Records to process:
★ ★ ★ ★ ★ ★ ★

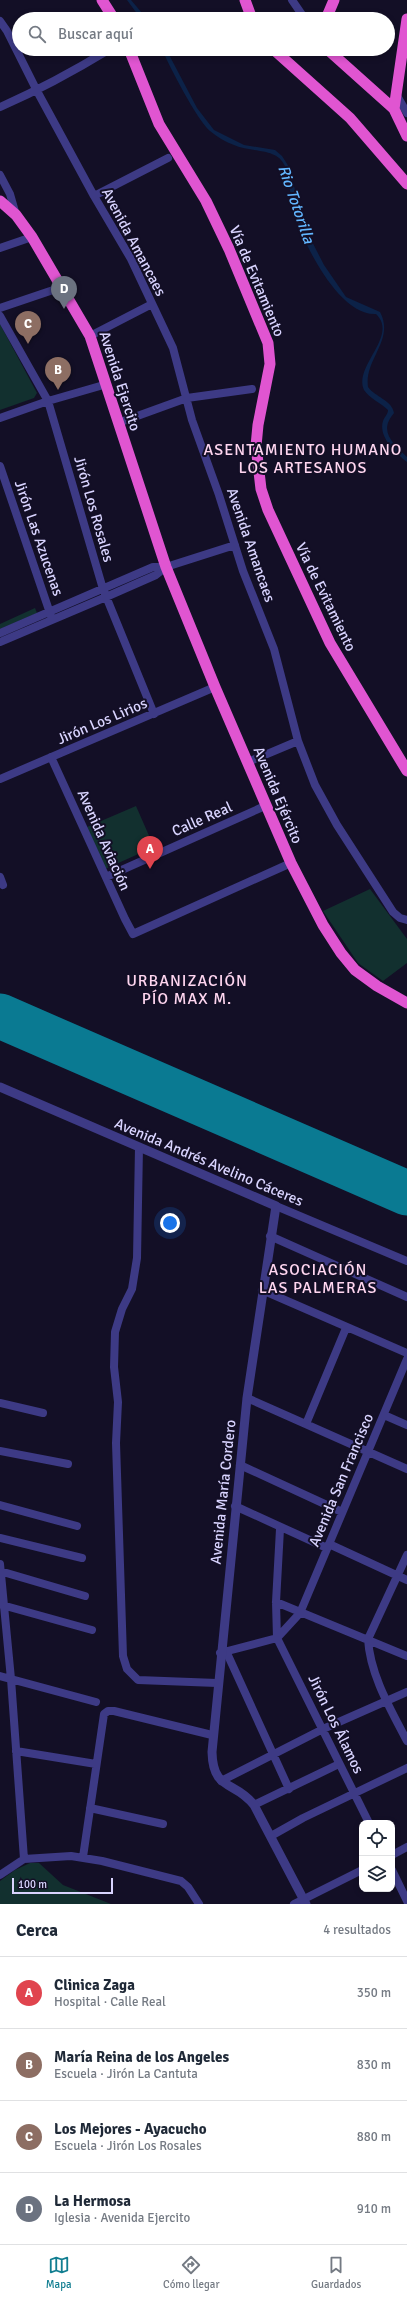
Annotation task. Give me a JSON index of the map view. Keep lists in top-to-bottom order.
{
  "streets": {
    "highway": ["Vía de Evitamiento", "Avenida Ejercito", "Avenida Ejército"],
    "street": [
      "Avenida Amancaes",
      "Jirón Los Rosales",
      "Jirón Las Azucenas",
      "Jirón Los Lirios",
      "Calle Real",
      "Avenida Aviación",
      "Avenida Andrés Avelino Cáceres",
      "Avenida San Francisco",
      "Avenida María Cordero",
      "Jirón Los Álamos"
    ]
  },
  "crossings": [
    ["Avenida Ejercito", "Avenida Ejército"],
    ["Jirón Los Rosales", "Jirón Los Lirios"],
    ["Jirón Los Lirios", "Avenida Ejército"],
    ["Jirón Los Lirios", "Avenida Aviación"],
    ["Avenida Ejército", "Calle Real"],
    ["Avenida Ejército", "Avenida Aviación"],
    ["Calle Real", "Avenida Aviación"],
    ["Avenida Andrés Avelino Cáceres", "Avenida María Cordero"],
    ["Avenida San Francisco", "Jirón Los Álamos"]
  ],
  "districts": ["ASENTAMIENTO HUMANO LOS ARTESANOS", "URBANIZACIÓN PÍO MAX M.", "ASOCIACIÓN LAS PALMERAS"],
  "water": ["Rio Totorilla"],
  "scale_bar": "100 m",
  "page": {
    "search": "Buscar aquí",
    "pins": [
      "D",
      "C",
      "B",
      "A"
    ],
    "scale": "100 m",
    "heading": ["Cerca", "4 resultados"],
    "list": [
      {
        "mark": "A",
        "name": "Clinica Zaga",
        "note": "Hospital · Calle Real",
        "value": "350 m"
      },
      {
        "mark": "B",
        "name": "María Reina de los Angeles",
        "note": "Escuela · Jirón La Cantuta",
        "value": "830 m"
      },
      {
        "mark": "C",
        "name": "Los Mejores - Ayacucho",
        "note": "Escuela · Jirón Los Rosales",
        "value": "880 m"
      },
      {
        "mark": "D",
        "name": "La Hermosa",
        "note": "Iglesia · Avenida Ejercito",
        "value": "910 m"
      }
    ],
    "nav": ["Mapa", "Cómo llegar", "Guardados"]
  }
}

★ ★ ★ ★ ★ ★ ★

Your reply is the full set of entries reproduced exactly, with images omitted.

Output of the task:
Annotation task. Give me a JSON index of the map view. Keep lists in top-to-bottom order.
{
  "streets": {
    "highway": ["Vía de Evitamiento", "Avenida Ejercito", "Avenida Ejército"],
    "street": [
      "Avenida Amancaes",
      "Jirón Los Rosales",
      "Jirón Las Azucenas",
      "Jirón Los Lirios",
      "Calle Real",
      "Avenida Aviación",
      "Avenida Andrés Avelino Cáceres",
      "Avenida San Francisco",
      "Avenida María Cordero",
      "Jirón Los Álamos"
    ]
  },
  "crossings": [
    ["Avenida Ejercito", "Avenida Ejército"],
    ["Jirón Los Rosales", "Jirón Los Lirios"],
    ["Jirón Los Lirios", "Avenida Ejército"],
    ["Jirón Los Lirios", "Avenida Aviación"],
    ["Avenida Ejército", "Calle Real"],
    ["Avenida Ejército", "Avenida Aviación"],
    ["Calle Real", "Avenida Aviación"],
    ["Avenida Andrés Avelino Cáceres", "Avenida María Cordero"],
    ["Avenida San Francisco", "Jirón Los Álamos"]
  ],
  "districts": ["ASENTAMIENTO HUMANO LOS ARTESANOS", "URBANIZACIÓN PÍO MAX M.", "ASOCIACIÓN LAS PALMERAS"],
  "water": ["Rio Totorilla"],
  "scale_bar": "100 m",
  "page": {
    "search": "Buscar aquí",
    "pins": [
      "D",
      "C",
      "B",
      "A"
    ],
    "scale": "100 m",
    "heading": ["Cerca", "4 resultados"],
    "list": [
      {
        "mark": "A",
        "name": "Clinica Zaga",
        "note": "Hospital · Calle Real",
        "value": "350 m"
      },
      {
        "mark": "B",
        "name": "María Reina de los Angeles",
        "note": "Escuela · Jirón La Cantuta",
        "value": "830 m"
      },
      {
        "mark": "C",
        "name": "Los Mejores - Ayacucho",
        "note": "Escuela · Jirón Los Rosales",
        "value": "880 m"
      },
      {
        "mark": "D",
        "name": "La Hermosa",
        "note": "Iglesia · Avenida Ejercito",
        "value": "910 m"
      }
    ],
    "nav": ["Mapa", "Cómo llegar", "Guardados"]
  }
}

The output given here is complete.